All human beings – old, young, sick, healthy – need sleep.  Thus, everyone should have an interest in this natural phenomenon.  However, most people never question what sleep is and why they must get it.  At the ripe age of 18 years, I thought it was high time I understand why I am always craving sleep and why I feel noticeably better when I get a certain amount of it.  This paper will explore what goes on in our bodies when we’re in this ambiguous state called “sleep”, why it is necessary to function, and how much we should be getting. Scientists have yet to determine exactly why people sleep. However, they do know that humans must sleep and, in fact, people can survive longer without food than without sleep. And people are not alone in this need – all mammals, reptiles and birds sleep. Scientists have proposed the following theories on why humans require sleep:

  Sleep may be a way of recharging the brain. The brain has a chance to shut down and repair neurons and to exercise important neuronal connections that might otherwise deteriorate due to lack of activity.

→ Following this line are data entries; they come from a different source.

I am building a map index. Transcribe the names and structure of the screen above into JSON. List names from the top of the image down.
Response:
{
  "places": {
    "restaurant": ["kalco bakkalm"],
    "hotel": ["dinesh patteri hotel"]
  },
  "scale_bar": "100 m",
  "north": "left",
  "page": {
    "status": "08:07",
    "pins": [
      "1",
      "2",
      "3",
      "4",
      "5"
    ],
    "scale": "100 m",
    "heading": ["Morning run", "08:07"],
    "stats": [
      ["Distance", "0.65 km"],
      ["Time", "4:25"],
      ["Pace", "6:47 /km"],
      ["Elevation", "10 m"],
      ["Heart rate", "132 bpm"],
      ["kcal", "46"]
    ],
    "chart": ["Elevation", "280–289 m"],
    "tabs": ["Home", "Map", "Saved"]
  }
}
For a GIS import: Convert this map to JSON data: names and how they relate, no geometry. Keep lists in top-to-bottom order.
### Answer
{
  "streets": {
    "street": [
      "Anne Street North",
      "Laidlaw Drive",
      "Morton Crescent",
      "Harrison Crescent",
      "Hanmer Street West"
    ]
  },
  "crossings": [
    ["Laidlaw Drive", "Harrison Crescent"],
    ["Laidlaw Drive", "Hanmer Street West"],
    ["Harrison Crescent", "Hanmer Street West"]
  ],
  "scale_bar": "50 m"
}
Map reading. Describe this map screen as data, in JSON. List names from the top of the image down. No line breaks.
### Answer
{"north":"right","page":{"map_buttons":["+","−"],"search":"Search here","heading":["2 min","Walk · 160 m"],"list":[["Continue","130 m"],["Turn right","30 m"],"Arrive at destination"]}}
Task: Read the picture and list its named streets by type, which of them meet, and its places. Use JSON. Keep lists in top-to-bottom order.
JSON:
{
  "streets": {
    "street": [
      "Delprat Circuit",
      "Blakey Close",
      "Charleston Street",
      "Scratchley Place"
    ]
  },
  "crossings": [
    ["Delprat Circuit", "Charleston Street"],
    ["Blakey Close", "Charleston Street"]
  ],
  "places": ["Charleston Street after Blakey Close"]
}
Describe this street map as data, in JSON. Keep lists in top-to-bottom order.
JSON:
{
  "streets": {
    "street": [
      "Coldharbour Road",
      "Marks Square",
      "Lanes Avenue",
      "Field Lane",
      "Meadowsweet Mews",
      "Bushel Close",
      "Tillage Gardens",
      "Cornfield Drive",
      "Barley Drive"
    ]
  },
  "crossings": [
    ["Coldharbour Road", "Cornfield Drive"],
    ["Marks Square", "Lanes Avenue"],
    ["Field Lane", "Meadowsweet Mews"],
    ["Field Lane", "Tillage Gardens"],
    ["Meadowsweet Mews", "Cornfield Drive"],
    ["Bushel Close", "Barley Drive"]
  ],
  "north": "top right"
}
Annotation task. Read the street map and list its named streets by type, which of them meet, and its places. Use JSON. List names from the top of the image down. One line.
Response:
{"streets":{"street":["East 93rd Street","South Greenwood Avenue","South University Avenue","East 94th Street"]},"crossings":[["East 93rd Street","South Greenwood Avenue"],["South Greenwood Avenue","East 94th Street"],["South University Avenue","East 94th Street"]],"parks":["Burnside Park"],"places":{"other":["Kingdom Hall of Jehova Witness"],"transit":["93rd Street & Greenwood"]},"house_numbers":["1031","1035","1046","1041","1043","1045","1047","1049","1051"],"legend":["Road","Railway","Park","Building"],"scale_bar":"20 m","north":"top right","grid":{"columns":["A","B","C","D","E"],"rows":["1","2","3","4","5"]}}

Sleep gives the brain an opportunity to reorganize data to help find a solution to problem, process newly learned information and organize and archive memories.

Sleep lowers a person’s metabolic rate and energy consumption.

The cardiovascular system also gets a break during sleep. Researchers have found that people with normal or high blood pressure experience a 20 to 30% reduction in blood pressure and 10 to 20% reduction in heart rate.

During sleep, the body has a chance to replace chemicals and repair muscles, other tissues and aging or dead cells.

When a person falls asleep and wakes up is largely determined by his or her circadian rhythm, a day-night cycle of about 24 hours. Circadian rhythms greatly influence the timing, amount and quality of sleep.

           In children and young adults, growth hormones are released during deep sleep.



For many small mammals such as cat, sleep has other particular benefits, as it provides the only real opportunity for physical rest, and confines the animal to the thermal insulation of a nest. In these respects sleep conserves much energy in such mammals, particularly as sleep can also develop into a torpor, whereby metabolic rate drops significantly for a few hours during the sleep period. On the other hand, humans can usually rest and relax quite adequately during wakefulness, and there is only a modest further energy saving to be gained by sleeping. We do not enter torpor, and the fall in metabolic rate for a human adult sleeping rather lying resting but awake, is only about 5-10%.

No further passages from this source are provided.